I think that the bus driver didn’t know where we were going – at one stop, I’m petty sure he shouted over to another bus driver “How do we get to Chiusi?” in Italian. So far I have been lucky with transportation this trip, but I'm still keeping my fingers crossed. I got to the train station a bit early and waited outside rather than on the train to early to avoid accidentally getting on the wrong one and having it take off to a different city. Last semester, Katie and Caitlin and I had a 1am to 5am layover in Bologna. At about 4:30, we decided to get on our train to Florence a few minutes early rather than camping out in the station’s underground, dungeon-like passageways with homeless people. The train suddenly took off, and when we asked if we were on our way to Florence, the conductor replied “No, partiamo per Milano." We were seconds away from literally jumping off the train – Milan was the complete opposite direction and the whole reason why our plans got messed up in the first place!

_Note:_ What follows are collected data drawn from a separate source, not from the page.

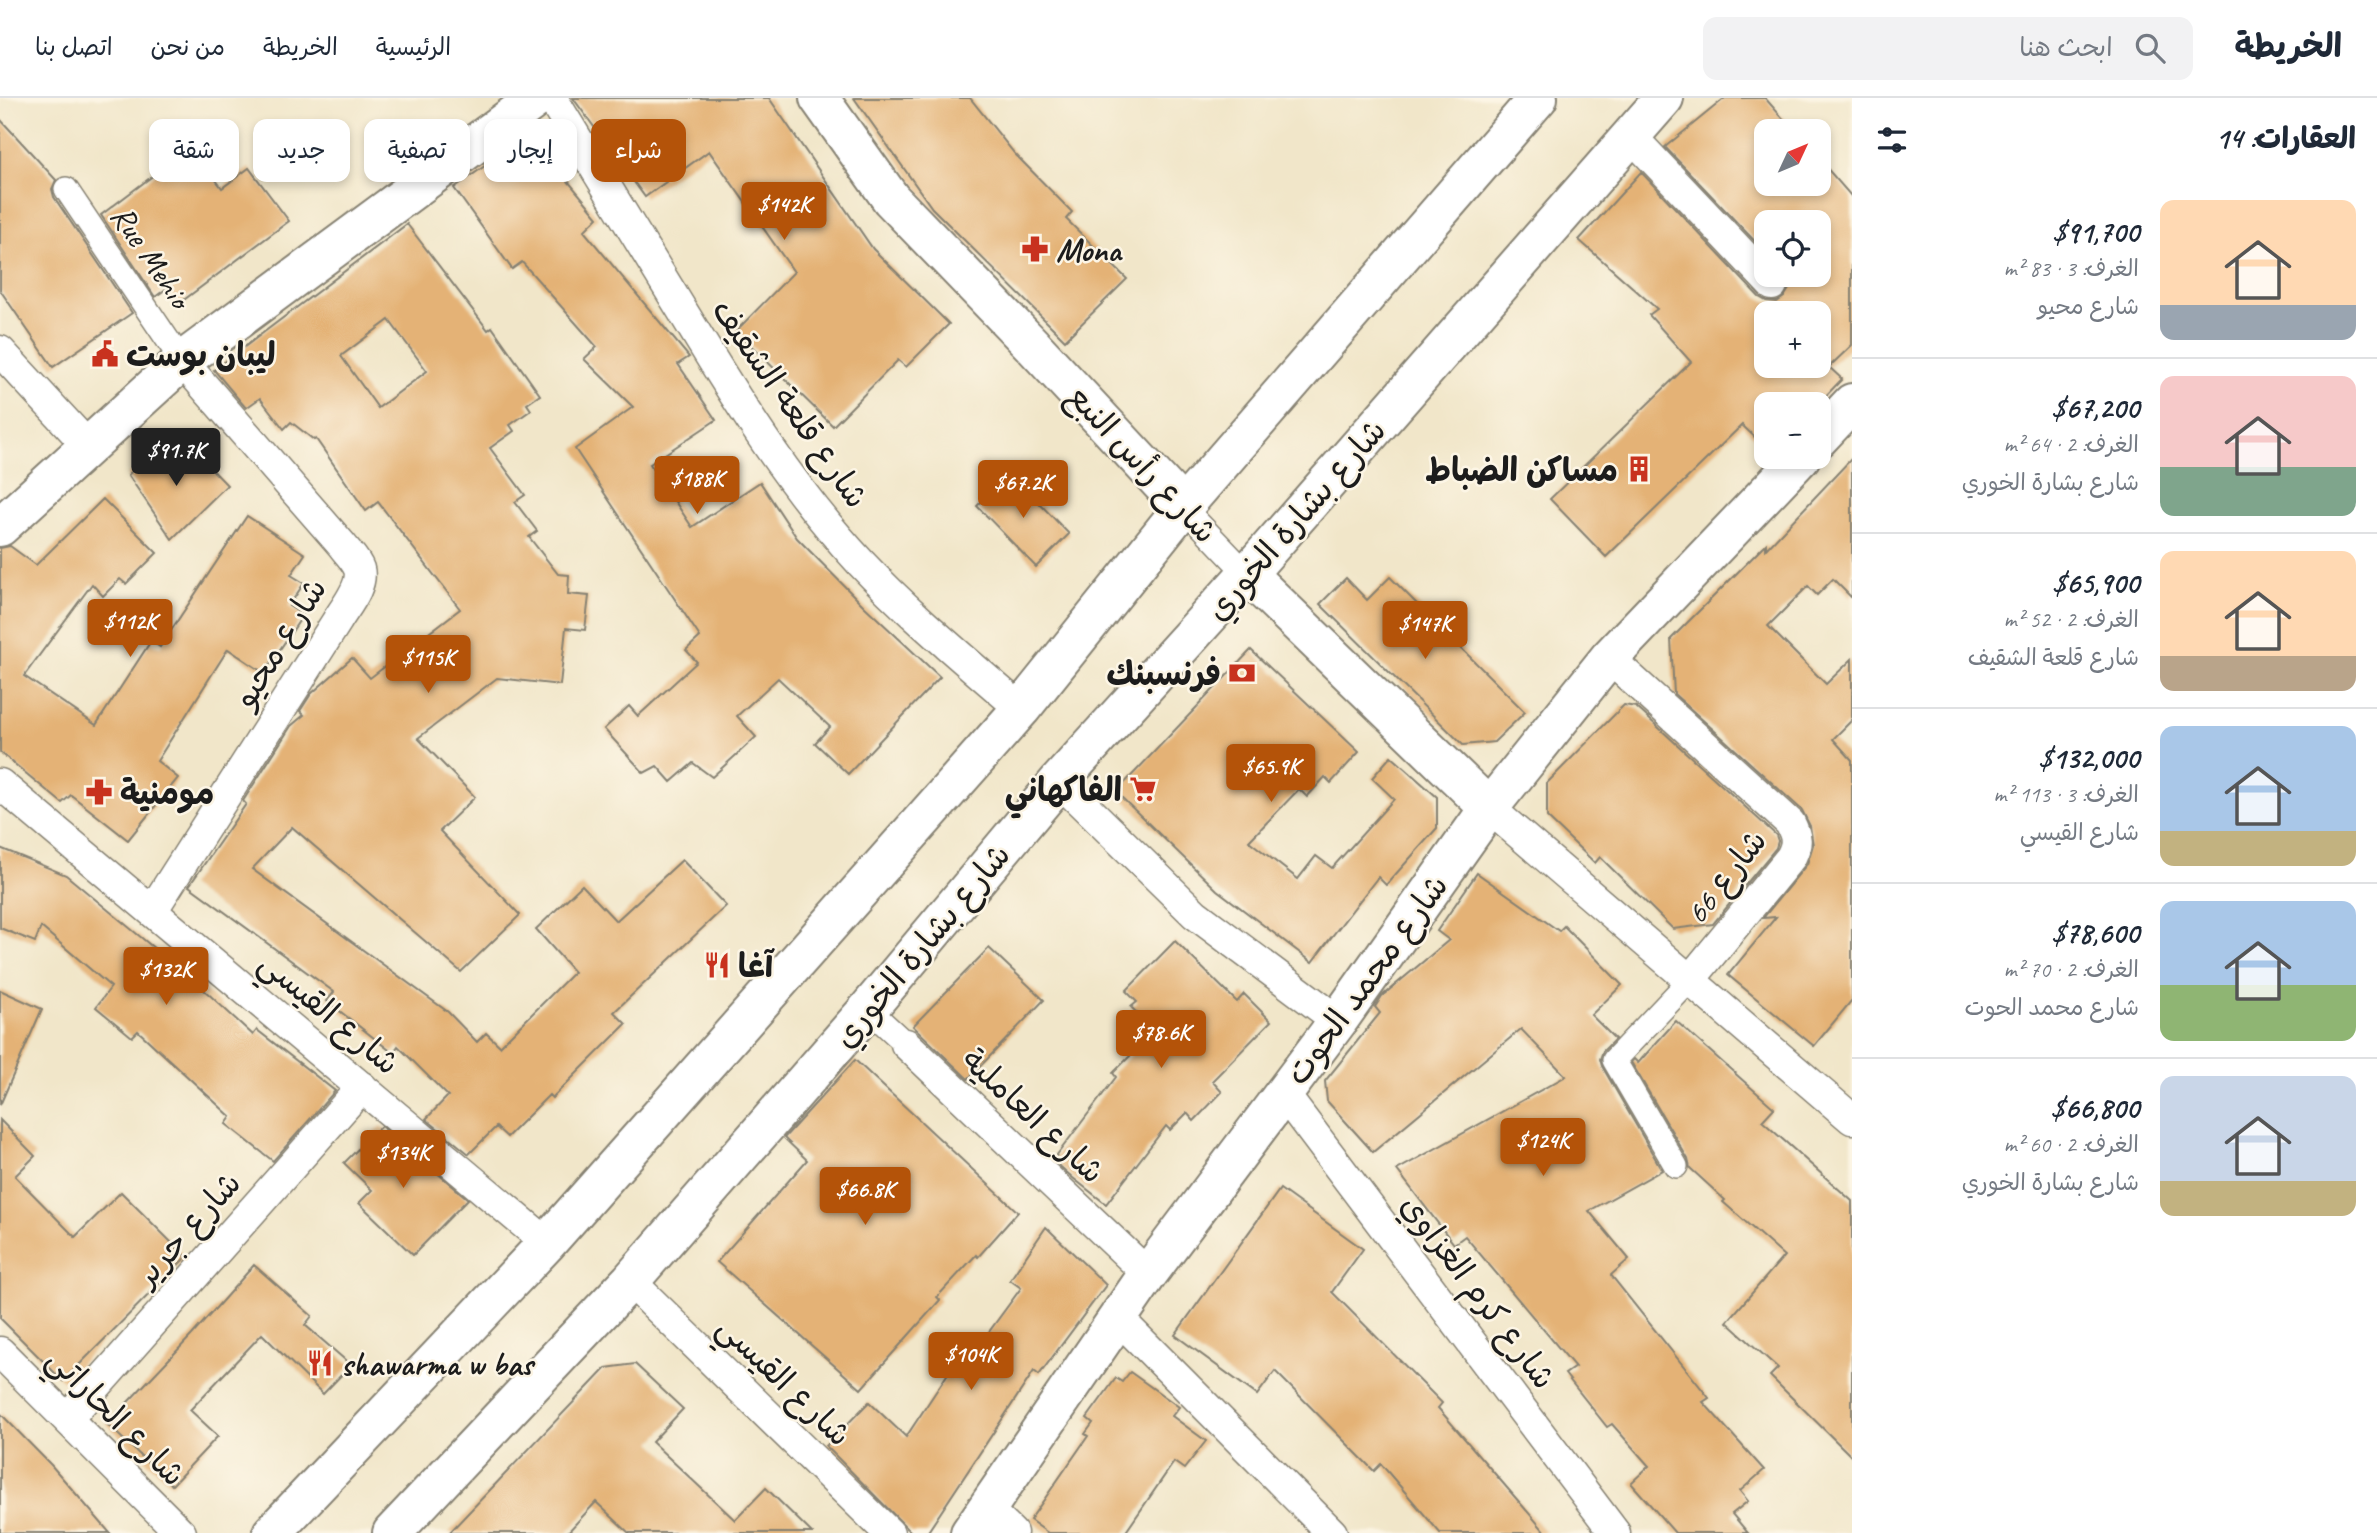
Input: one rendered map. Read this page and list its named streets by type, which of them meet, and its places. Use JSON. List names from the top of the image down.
{
  "streets": {
    "main road": ["شارع رأس النبع", "شارع بشارة الخوري", "شارع محمد الحوت"],
    "street": [
      "Rue Mehio",
      "شارع قلعة الشقيف",
      "شارع محيو",
      "شارع 66",
      "شارع القيسي",
      "شارع العاملية",
      "شارع جرير",
      "شارع كرم الغزاوي",
      "شارع الحاراتي"
    ]
  },
  "crossings": [
    ["Rue Mehio", "شارع محيو"],
    ["شارع رأس النبع", "شارع بشارة الخوري"],
    ["شارع رأس النبع", "شارع محمد الحوت"],
    ["شارع بشارة الخوري", "شارع القيسي"],
    ["شارع بشارة الخوري", "شارع العاملية"],
    ["شارع محيو", "شارع القيسي"],
    ["شارع 66", "شارع محمد الحوت"],
    ["شارع محمد الحوت", "شارع العاملية"],
    ["شارع محمد الحوت", "شارع كرم الغزاوي"],
    ["شارع القيسي", "شارع جرير"],
    ["شارع جرير", "شارع الحاراتي"]
  ],
  "places": {
    "pharmacy": ["Mona", "مومنية"],
    "public building": ["ليبان بوست"],
    "building": ["مساكن الضباط"],
    "bank": ["فرنسبنك"],
    "supermarket": ["الفاكهاني"],
    "restaurant": ["آغا", "shawarma w bas"]
  },
  "north": "top right",
  "page": {
    "header": "الخريطة",
    "search": "ابحث هنا",
    "nav": [
      "الرئيسية",
      "الخريطة",
      "من نحن",
      "اتصل بنا"
    ],
    "heading": "العقارات: 14",
    "map_buttons": ["+", "−"],
    "chip": [
      "شراء",
      "إيجار",
      "تصفية",
      "جديد",
      "شقة"
    ],
    "list": [
      {
        "name": "$91,700",
        "note": "الغرف: 3 · 83 m² · شارع محيو"
      },
      {
        "name": "$67,200",
        "note": "الغرف: 2 · 64 m² · شارع بشارة الخوري"
      },
      {
        "name": "$65,900",
        "note": "الغرف: 2 · 52 m² · شارع قلعة الشقيف"
      },
      {
        "name": "$132,000",
        "note": "الغرف: 3 · 113 m² · شارع القيسي"
      },
      {
        "name": "$78,600",
        "note": "الغرف: 2 · 70 m² · شارع محمد الحوت"
      },
      {
        "name": "$66,800",
        "note": "الغرف: 2 · 60 m² · شارع بشارة الخوري"
      }
    ],
    "price": [
      "$142K",
      "$91.7K",
      "$188K",
      "$67.2K",
      "$112K",
      "$147K",
      "$115K",
      "$65.9K",
      "$132K",
      "$78.6K",
      "$124K",
      "$134K",
      "$66.8K",
      "$104K"
    ]
  }
}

I have been to Perugia once before – on our way to Rome over fall break last semester, we stayed there one night on Caitlin’s friend Tori, who was studying in Perugia. I was able to fit in all I wanted to do in just two days. On my bus from the train station to Piazza Italia, I sat with a very funny and loud group of Netherlanders – definitely an accent I have never heard before! They were traveling around Italy for six weeks and camping in the outskirts of major towns, which I think would be a very fun thing to do.
My hotel was on the upper part of the hill right around the corner from Piazza Novembre IV, where Fountain Maggiore and the Colleigo di Cambio are located. Yesterday, I decided to adventure over to the lower part of Perugia towards the outskirts of the town, where the University of Perugia and San Pietro are located. I am amazed at how everything shuts down between 1pm and 4pm – I wish I had known that before I walked all the way to that part of town! I was entertained though by a young Italian guy who tried to convince me that the only way I would learn and appreciate the language more would be if I “spent the night exploring Perugia with a guy who knows the city” – yeh right, I’ll pass. I walked around the gardens outside the university, which have a spectacular view of Umbria – sorry Reynolda Gardens, I think Perugia beats you!
I finally got to San Pietro, which is unbelievable – every square inch of the church is decorated by marble, gold, or a painting. The age of paintings underneath the ceiling clearly showed in their dark, faded appearance, but they were still very dramatic. My favorite part of the church was the choir, which was very bright as opposed to the rest of the church, and had paintings from one of my favorite artists of the Renaissance – Perugino.Henry James once called Perugia “little city of the infinite views”; now I see why – every time I got lost (which was kind of frequent), I could never complain, because I would finally stumble across a wall overlooking the vast Umbrian landscape. Maybe it’s because I grew up near Chicago where the land is completely flat, but being able to see rolling hills and tiny hilltop towns for miles and miles evokes a sensation that I can't even describe. I remember last semester talking to my friends about not wanting to leave Europe – when would we ever get the chance to fly from country to country each weekend and explore a new landscapes and cultures?
On Friday, I went to San Severo – the actual church was closed off to visitors, but the chapel behind it was open, which houses the only remaining work of Raphael in the region – all the rest were carted off to France by Napoleon. Raphael had worked with artists such as Perugino and Pinturicchio while he lived in Perugia, and was commissioned for the San Severo painting.My friend Anna was is studying in Venice this summer, and she was able to visit Perugia for the weekend! It was so nice to finally hang out with a friend and hear about her time in Venice. We visited the National Gallery of Umbria, which in honor of Pinturicchio’s 550th birthday anniversary was currently exhibiting all of the surviving movable works of the artist. Literally starving after the museum, we searched for any restaurant that was open earlier that 8pm. Anna introduced me to the Italian tradition of drinking spritzers before dinner. I had a long trip to Siena the next day, so after watching Greek dubbed in Italian, I tried to catch a goodnight sleep. Siena’s my last city on my trip – I can’t believe how quickly it went by!